§ To do
Across the entries below, count the lines that contain the word "connections" and reply with that number only.

§ Excerpted records
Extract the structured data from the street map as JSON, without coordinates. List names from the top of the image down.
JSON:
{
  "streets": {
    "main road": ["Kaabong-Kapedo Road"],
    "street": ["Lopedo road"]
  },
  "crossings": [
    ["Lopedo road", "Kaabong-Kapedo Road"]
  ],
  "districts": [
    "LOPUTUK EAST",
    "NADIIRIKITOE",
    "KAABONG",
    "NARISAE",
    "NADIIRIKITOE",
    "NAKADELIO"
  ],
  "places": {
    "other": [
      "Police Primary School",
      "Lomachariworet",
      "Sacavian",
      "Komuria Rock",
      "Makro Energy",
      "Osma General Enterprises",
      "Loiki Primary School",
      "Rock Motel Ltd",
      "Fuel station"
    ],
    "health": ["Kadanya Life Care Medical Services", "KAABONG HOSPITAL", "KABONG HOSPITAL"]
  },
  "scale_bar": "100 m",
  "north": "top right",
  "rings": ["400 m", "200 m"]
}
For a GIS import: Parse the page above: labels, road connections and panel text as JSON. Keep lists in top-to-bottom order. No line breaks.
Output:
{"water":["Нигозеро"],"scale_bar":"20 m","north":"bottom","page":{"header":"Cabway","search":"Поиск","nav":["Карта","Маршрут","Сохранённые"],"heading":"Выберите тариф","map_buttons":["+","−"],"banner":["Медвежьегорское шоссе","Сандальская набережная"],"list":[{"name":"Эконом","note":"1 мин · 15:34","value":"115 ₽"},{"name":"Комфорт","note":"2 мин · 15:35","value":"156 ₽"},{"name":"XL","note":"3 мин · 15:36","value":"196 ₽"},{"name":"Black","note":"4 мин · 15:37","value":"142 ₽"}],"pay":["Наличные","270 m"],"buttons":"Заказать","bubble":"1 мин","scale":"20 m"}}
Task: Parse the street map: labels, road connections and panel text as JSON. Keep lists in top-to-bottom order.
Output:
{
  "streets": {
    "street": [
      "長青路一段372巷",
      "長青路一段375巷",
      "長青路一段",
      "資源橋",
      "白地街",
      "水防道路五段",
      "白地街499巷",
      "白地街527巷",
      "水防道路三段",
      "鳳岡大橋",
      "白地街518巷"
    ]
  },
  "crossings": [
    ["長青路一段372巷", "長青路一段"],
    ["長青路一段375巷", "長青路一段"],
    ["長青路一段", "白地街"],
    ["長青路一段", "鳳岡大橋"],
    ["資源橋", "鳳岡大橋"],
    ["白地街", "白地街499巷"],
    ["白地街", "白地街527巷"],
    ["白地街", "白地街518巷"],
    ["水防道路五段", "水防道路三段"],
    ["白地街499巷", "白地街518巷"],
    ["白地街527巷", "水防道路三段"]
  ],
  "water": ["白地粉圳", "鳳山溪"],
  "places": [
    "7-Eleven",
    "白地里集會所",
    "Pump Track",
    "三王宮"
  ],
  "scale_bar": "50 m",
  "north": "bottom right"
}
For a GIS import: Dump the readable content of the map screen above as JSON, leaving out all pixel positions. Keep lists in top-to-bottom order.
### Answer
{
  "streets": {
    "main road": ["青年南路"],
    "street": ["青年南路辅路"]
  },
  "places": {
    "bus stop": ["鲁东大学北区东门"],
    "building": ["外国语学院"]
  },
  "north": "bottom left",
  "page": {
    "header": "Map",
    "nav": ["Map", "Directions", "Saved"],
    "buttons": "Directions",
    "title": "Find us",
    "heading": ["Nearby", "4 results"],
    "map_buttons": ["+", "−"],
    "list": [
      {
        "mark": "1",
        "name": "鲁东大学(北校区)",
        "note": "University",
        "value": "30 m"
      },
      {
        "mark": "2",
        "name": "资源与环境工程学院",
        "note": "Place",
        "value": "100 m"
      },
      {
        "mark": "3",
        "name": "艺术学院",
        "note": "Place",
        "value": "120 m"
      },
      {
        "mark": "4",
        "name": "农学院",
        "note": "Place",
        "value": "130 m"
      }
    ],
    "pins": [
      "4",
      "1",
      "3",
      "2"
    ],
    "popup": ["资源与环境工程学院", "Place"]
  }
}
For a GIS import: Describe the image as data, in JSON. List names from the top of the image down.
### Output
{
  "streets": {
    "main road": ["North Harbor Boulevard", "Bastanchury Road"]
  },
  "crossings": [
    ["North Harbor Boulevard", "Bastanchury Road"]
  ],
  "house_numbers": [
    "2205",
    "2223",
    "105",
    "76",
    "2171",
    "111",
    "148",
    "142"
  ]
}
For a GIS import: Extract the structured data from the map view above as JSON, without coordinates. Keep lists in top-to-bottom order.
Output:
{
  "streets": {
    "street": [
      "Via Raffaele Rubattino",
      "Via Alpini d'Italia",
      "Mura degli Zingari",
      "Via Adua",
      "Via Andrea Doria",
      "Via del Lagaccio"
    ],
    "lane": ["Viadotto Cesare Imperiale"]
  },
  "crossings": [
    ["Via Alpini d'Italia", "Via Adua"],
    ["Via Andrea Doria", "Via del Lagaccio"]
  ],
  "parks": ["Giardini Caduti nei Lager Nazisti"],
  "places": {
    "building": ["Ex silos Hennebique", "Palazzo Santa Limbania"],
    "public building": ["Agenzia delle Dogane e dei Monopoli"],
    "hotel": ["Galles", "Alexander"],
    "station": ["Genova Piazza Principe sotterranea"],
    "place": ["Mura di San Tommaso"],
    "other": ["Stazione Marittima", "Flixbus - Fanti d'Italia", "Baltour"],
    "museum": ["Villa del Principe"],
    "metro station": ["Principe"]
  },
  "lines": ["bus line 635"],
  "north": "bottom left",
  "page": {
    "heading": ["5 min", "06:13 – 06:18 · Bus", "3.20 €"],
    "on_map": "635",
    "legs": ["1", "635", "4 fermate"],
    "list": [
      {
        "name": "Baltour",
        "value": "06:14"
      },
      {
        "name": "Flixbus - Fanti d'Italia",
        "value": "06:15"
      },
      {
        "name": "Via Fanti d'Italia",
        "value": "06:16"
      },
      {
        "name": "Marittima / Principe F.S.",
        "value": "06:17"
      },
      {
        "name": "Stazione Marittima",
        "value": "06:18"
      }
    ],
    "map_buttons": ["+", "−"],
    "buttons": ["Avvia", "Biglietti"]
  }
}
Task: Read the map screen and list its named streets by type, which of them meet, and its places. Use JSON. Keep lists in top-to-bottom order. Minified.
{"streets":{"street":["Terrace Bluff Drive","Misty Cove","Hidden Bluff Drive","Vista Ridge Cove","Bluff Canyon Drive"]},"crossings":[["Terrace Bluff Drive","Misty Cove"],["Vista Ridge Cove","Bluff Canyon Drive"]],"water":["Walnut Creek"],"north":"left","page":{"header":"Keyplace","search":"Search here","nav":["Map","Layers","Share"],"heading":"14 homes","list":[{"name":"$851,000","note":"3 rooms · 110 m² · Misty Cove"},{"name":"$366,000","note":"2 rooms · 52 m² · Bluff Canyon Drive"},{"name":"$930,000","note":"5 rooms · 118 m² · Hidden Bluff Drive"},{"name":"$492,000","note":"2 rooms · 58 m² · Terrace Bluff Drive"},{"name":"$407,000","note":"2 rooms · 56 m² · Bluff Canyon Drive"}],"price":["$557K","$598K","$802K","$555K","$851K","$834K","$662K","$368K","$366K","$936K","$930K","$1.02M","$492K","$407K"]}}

§ Task result
2